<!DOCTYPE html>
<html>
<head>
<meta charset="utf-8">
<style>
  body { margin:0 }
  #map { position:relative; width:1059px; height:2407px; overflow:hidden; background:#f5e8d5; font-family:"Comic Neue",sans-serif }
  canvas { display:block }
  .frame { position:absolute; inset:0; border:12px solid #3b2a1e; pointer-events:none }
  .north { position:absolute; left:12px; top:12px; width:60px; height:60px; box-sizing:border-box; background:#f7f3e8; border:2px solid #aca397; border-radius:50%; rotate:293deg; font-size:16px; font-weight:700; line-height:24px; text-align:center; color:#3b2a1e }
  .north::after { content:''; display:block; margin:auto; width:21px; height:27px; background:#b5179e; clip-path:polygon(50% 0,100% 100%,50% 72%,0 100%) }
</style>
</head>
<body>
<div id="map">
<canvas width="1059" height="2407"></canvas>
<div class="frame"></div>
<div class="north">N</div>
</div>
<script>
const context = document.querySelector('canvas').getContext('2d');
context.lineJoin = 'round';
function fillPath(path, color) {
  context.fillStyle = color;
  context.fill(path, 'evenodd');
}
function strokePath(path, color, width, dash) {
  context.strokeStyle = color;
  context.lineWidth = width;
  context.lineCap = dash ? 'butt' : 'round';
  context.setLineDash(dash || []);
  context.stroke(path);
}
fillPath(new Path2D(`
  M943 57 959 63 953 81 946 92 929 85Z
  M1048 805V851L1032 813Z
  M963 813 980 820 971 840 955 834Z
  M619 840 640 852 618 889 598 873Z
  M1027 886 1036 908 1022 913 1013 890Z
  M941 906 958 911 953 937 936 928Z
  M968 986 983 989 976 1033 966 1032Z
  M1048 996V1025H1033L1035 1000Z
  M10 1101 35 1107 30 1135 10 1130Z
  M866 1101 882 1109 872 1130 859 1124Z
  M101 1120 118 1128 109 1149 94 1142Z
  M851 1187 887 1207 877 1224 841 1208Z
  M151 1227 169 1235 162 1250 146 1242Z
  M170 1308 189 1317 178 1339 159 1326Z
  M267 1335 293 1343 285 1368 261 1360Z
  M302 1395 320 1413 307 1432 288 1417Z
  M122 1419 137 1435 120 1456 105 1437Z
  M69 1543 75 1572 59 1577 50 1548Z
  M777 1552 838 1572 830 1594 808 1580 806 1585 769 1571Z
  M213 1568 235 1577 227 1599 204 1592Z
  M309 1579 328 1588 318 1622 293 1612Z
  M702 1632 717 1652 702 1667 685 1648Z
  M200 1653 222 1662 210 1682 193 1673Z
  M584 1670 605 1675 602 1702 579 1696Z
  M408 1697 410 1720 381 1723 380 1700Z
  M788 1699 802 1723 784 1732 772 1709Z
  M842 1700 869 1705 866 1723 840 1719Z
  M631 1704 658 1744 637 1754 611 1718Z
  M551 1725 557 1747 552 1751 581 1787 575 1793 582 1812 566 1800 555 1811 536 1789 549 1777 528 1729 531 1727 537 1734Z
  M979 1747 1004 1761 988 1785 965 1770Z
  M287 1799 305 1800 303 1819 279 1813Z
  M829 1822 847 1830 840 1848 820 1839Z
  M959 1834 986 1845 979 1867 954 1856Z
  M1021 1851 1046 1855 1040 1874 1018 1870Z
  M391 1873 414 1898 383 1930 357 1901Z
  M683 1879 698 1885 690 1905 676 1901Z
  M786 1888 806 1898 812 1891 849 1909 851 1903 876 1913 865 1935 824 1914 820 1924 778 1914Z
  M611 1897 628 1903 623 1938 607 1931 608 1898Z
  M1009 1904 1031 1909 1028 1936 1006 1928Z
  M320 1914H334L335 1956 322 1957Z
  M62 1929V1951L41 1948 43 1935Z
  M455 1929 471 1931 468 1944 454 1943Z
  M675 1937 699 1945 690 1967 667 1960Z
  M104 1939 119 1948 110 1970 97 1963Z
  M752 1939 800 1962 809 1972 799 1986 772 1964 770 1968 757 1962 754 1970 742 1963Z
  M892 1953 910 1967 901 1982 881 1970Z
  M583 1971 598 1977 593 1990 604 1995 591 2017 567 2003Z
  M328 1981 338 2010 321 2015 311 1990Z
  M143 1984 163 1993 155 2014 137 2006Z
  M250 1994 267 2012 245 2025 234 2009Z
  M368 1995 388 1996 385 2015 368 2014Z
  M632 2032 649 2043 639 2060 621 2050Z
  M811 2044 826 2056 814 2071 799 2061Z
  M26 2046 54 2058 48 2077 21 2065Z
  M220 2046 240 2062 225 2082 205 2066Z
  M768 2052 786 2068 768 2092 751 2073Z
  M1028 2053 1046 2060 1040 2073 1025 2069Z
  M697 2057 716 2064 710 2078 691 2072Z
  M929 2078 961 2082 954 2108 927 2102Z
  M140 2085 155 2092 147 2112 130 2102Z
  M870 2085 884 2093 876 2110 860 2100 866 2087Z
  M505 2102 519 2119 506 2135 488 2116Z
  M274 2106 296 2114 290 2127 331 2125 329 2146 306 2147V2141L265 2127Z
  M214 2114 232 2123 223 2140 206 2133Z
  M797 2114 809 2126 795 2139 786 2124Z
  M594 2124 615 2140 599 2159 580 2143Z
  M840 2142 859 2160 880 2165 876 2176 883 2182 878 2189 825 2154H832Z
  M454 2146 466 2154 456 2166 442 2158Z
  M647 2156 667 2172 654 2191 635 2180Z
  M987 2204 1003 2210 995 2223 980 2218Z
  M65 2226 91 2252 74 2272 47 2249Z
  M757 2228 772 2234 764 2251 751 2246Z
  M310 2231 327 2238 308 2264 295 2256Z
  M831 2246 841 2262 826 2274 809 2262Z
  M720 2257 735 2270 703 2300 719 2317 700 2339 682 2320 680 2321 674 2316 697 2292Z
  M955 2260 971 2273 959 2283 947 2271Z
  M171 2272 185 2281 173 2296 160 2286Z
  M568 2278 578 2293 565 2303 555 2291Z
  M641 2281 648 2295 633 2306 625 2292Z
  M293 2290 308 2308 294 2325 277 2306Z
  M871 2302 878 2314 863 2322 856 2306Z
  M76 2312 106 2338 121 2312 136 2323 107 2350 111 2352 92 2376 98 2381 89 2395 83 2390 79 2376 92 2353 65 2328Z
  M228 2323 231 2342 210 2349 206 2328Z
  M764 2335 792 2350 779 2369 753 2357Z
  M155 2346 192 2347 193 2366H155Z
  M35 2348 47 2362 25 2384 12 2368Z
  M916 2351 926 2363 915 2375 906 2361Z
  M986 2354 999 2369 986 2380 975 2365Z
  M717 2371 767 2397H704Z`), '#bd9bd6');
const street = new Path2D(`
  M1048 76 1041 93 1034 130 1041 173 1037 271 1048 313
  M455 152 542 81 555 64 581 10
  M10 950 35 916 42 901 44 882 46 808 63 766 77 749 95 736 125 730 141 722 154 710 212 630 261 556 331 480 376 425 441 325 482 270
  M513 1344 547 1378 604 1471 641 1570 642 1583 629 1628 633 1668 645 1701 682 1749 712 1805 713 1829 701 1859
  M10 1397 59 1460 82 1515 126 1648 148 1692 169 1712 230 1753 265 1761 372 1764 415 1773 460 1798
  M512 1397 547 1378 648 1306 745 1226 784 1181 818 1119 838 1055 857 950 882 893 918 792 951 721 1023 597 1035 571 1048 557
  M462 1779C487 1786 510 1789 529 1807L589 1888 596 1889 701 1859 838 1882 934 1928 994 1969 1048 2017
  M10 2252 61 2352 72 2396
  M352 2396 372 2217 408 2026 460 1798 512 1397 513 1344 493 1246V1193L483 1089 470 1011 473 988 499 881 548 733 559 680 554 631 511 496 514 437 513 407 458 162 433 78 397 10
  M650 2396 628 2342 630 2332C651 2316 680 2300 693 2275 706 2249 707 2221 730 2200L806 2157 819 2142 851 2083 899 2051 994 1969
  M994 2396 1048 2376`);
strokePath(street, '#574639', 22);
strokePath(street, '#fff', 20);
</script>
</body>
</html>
* * *
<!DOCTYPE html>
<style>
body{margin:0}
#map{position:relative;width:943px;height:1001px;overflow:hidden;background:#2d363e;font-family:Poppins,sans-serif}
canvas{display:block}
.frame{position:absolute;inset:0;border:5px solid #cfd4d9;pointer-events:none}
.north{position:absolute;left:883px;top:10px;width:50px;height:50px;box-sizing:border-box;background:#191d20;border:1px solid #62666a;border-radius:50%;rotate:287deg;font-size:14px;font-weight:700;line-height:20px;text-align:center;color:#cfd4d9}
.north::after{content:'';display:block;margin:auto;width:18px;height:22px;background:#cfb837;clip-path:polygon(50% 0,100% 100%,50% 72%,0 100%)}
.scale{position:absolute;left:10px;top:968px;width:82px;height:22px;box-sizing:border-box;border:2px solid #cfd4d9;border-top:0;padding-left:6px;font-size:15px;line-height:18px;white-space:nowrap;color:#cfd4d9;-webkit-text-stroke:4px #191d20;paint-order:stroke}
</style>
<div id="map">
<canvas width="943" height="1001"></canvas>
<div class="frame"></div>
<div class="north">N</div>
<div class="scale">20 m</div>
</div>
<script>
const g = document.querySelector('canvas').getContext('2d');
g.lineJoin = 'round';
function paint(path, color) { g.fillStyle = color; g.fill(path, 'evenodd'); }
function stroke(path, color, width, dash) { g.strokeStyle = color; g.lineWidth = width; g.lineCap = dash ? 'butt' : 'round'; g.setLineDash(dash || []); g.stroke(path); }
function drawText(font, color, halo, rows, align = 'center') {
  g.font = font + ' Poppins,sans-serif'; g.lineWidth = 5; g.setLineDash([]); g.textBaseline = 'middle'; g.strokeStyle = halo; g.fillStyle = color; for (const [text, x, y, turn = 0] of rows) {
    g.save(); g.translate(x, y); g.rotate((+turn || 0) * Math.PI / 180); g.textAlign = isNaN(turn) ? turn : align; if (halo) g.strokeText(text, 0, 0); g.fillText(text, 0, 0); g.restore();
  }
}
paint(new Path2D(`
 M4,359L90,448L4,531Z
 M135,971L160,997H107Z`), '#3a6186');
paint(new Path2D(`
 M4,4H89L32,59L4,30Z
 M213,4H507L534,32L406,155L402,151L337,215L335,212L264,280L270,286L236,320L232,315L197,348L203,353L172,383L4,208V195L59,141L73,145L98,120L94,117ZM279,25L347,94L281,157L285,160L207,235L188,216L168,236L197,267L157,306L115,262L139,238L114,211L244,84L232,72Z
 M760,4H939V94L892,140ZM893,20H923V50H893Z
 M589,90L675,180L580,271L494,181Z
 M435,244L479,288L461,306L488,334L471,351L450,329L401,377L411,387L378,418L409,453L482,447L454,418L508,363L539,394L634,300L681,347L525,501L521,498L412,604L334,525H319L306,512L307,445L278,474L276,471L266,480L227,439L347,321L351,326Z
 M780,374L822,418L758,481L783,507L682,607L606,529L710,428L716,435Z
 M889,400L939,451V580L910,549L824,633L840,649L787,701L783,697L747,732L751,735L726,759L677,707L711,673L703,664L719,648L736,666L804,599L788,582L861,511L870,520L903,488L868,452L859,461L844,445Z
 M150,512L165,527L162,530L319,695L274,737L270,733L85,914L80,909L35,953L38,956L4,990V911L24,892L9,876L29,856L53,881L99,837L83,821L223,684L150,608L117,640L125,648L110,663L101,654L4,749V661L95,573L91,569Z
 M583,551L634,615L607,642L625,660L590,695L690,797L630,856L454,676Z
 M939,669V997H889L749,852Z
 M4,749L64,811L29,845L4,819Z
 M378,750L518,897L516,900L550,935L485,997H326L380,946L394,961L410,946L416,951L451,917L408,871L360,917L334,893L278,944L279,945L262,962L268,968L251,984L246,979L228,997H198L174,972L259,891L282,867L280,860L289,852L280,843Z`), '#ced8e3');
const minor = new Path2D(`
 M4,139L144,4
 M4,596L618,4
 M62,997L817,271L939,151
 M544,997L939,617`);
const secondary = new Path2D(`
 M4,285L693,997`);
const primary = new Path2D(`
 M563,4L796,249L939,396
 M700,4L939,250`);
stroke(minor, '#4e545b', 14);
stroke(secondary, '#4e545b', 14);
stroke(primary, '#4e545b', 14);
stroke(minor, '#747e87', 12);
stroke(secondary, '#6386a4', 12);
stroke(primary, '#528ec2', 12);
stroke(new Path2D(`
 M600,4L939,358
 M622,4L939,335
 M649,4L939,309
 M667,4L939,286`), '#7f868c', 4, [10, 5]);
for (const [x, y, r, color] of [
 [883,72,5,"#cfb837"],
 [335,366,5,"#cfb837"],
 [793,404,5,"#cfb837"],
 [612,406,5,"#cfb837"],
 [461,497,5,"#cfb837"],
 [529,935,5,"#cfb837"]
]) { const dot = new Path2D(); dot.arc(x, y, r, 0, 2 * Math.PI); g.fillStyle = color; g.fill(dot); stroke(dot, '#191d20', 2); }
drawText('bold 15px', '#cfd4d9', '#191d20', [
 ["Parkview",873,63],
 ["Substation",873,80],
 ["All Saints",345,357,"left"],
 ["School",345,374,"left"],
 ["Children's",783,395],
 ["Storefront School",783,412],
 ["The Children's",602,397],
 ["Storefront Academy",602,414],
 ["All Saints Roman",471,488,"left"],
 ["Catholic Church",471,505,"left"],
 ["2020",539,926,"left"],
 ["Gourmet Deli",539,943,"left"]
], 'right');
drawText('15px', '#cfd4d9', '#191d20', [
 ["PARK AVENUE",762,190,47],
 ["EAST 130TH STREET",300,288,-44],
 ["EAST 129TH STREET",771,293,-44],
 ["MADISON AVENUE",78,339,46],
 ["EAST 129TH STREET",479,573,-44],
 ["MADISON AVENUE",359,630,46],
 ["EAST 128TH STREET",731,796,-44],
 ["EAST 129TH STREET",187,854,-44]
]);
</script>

**WHAT IS NEEDED**
Where a line of the records holds the word "querySelector", copy that line.

**ANSWER AREA**
const context = document.querySelector('canvas').getContext('2d');
const g = document.querySelector('canvas').getContext('2d');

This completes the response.